* [Instructions to follow] In the listing that follows, copy out each line that includes the word "Green".

START Records for the task

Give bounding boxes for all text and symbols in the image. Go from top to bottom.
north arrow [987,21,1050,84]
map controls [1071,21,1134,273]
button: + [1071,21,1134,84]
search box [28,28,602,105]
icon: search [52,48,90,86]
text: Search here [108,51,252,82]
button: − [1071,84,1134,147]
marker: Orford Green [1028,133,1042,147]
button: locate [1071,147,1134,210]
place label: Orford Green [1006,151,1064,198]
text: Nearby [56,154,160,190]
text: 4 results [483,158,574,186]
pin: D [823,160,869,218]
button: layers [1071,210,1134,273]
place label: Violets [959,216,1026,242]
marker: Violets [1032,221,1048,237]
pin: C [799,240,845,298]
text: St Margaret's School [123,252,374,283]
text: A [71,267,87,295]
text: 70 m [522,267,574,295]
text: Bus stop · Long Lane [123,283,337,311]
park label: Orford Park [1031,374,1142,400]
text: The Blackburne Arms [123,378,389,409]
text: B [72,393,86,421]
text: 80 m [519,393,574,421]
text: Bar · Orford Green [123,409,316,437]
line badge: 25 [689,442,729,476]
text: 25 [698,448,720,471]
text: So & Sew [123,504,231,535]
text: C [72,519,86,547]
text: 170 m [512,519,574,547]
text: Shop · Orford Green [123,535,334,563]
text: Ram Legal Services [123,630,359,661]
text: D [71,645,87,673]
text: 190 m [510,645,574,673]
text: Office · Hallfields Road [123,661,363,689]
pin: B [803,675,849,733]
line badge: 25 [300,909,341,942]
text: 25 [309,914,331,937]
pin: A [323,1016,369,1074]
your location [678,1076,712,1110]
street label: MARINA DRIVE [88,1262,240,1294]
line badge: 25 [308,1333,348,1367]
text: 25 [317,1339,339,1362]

END Records for the task

* [Result]
marker: Orford Green [1028,133,1042,147]
place label: Orford Green [1006,151,1064,198]
text: Bar · Orford Green [123,409,316,437]
text: Shop · Orford Green [123,535,334,563]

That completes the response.